But curiosity is a powerful lure, and early in our marriage we attended an “inner light” Quaker service just to see what it was like.

For about an hour, people sat quietly, communing with God, listening. From time to time the silence would be broken by someone who felt led of God to share  a spiritual insight. Also, people would stand and request prayer for various issues or needs, some of which were quite personal and sad. The group would then pray for them.

Say what you will about this more liberal sect of Quakerism, but I was struck by the simple truth that time was given for people to share real needs.

I know far too many Evangelical Christians whose churches are not aware of their suffering. Creating a safe place for sharing those needs and getting them addressed in prayer and with practical action would seem like a lifeblood activity of any local church. Why then is it so rare?

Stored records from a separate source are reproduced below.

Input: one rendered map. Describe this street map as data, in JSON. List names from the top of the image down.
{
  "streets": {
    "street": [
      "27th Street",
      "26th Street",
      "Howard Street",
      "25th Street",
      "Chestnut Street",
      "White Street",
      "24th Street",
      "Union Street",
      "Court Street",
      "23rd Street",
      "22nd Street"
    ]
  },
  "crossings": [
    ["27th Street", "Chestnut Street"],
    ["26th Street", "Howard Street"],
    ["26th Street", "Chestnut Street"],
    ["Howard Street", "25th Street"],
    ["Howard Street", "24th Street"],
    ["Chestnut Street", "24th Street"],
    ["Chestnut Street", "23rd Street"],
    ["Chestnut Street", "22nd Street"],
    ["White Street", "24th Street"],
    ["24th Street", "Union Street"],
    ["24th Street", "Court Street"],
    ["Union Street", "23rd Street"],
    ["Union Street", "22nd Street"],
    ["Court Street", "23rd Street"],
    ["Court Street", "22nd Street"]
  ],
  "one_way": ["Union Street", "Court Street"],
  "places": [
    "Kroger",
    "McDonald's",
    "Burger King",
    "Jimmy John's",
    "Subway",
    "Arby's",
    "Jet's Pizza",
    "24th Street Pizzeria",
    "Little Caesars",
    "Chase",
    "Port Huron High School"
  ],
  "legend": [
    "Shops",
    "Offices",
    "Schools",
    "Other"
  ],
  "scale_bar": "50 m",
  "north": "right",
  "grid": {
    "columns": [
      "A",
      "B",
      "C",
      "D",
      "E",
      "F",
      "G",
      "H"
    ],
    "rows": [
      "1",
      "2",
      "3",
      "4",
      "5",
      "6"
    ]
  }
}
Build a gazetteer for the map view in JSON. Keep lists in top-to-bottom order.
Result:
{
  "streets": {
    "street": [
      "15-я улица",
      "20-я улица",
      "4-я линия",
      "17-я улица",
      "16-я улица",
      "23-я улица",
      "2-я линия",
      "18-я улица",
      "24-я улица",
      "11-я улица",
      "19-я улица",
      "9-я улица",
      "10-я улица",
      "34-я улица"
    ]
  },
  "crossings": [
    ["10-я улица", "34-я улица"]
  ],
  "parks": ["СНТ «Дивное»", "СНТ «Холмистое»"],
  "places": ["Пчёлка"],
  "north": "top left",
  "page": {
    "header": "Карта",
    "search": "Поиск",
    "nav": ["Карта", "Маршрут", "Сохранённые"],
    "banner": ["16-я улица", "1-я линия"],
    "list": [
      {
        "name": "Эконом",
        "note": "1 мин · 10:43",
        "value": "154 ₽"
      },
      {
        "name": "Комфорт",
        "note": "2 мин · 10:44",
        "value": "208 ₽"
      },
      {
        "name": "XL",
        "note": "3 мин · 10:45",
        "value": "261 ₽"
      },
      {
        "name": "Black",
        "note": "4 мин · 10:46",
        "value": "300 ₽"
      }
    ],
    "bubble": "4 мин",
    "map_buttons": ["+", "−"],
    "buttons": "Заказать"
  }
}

People with needs are often afraid to confess those needs before the church for the following reasons:

Pride, as their invincibility and bootstrapping will be shaken

Fear, as someone will certainly question their faith

Disappointment, because they anticipate that nothing will be done because nothing ever is

Resignation, because they asked once before and were rebuffed

I once told an Internet friend who had been out of work for a long time and suffering greatly that he should stand up in the middle of his church service one day and just say, “I need a job. Can any of you help?” I suggested to another that he call a well-known parachurch ministry in his area that is always talking about how men must be the breadwinner in order to be good Christians and ask them, “What jobs do you have available for me to do so I can be the man you insist I must be? I can report to work tomorrow.”

The sad thing about both those cases is that neither the church nor the parachurch ministry would encourage that kind of confession. But if not the Church, then who?

Every church should have a time on Sunday morning to allow people to share their needs. I don’t care if it takes an hour to run through all those needs, the whole church needs to hear them. Because no one knows who sitting in those pews might have the immensely practical solution that confessor needs. And church leaders need to stop thinking that they alone can handle all these problems and start turning them back to the laity.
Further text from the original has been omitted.